Eventprocessors are not fired sometime

I a using axon 4.4.5 and I am seeing a weird behavior where in few cases after the commands are sent through the command gateway to the commandhandler and within the commandhandler I am loading the aggregate and firing a domain event, the corresponding event handlers are not getting fired. Please note that this is happening intermittently and I am unable to find the root cause of it . We are using oracle as our event store and tracking event processor as our processors. The event handler is in a different microservice and all the event processing is getting handled through the tokenentry table as per the default behavior.

Would you be able to share how often this problem occurs @Ashwini_Kumar?
This should, obviously, not happen at all.

Added, would you be at leisure to share the following with us too:

  • Is this happening for every TrackingEventProcessor (TEP) in your system, or just for one/several?
  • Are all of these TEPs running multi-threaded?
  • Are all these TEPs receiving their events from a single source? So, no combination of AxonServer/RDBMS/Kafka/AMQP?
  • Are you using the SequenceEventStorageEngine perchance?
  • Just to reaffirm, the tokens are getting passed the events which you have noticed not to be handled, correct?
  • Do you have any logging in place which confirms this problem?

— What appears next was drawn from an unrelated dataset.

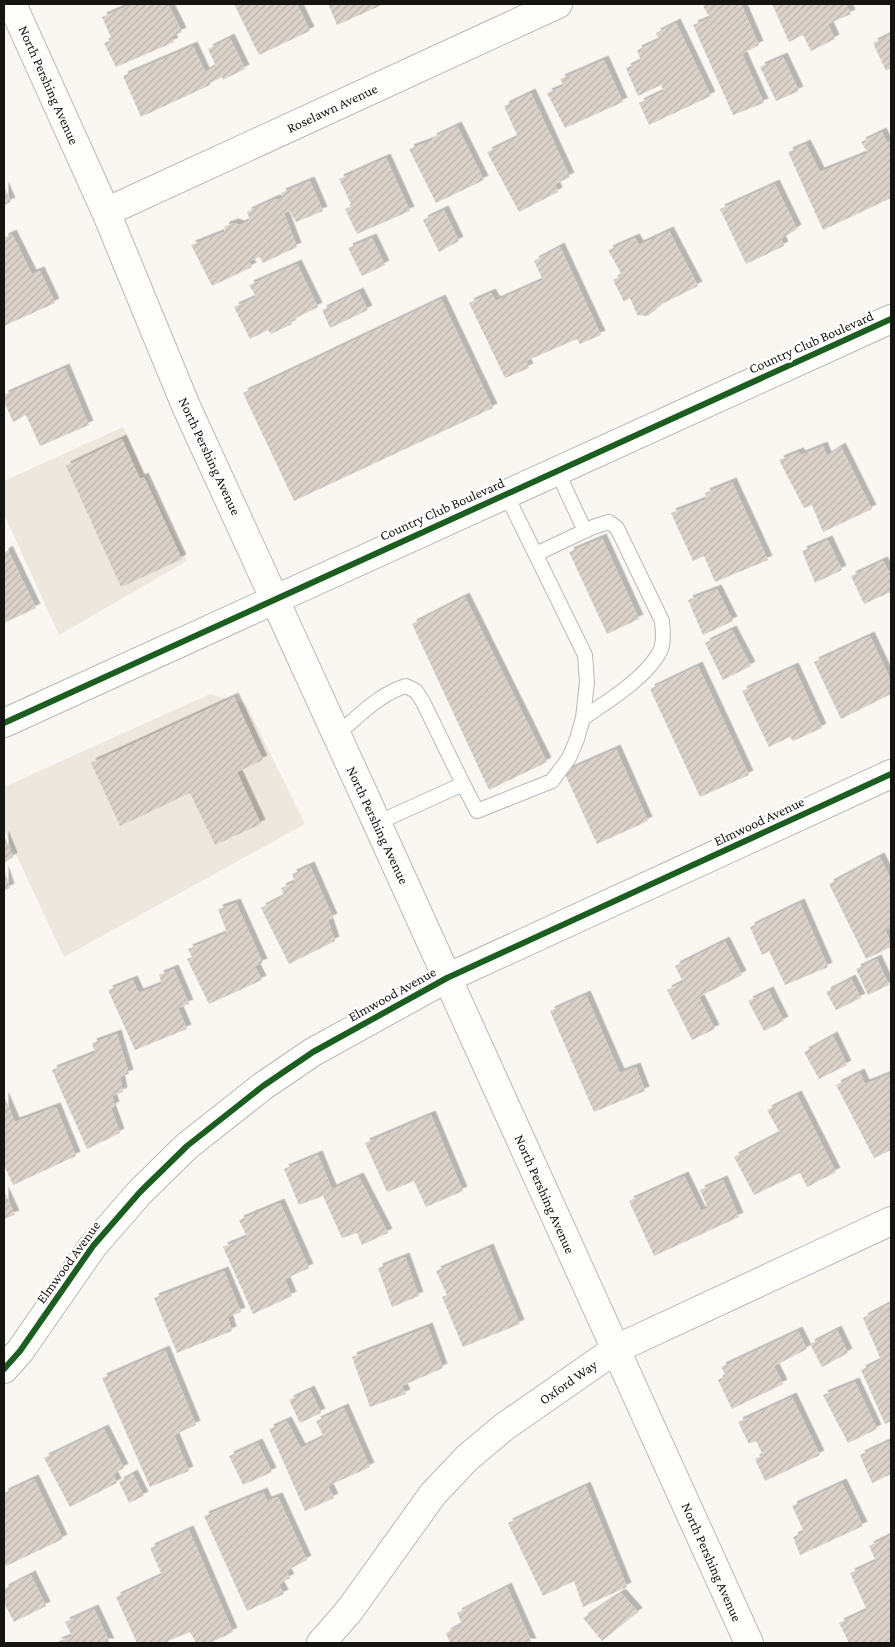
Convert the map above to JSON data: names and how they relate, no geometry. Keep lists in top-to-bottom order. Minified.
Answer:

In the meantime, I have one suggestion you could give a go. You say you are using Oracle, which means you are using Axon’s EmbeddedEventStore as the EventStore implementation. Quite some time ago we introduced the option to force the EmbeddedEventStore to not reuse the same channel for several consumers. You can find this behaviour as the optimizeEventConsumption boolean present in the EmbeddedEventStore.

By default, this behaviour is turned on. I would like to ask you to turn this off and see if the behaviour persists. to turn it off, you got several options:

  • Use the builder of the EmbeddedEventStore, by invoking the EmbeddedEventStore.Builder#optimizeEventConsumption(false) method during construction.
  • You can provide a system property to toggle this behaviour. By defining a System property with key optimize-event-consumption and value false, you would achieve the same as through the constructor.

So, please give that a try and come back whether it resolves the problem at hand. Furthermore, if you could give answers to my follow-up questions we might be able to deduce another angle which could cause this problem.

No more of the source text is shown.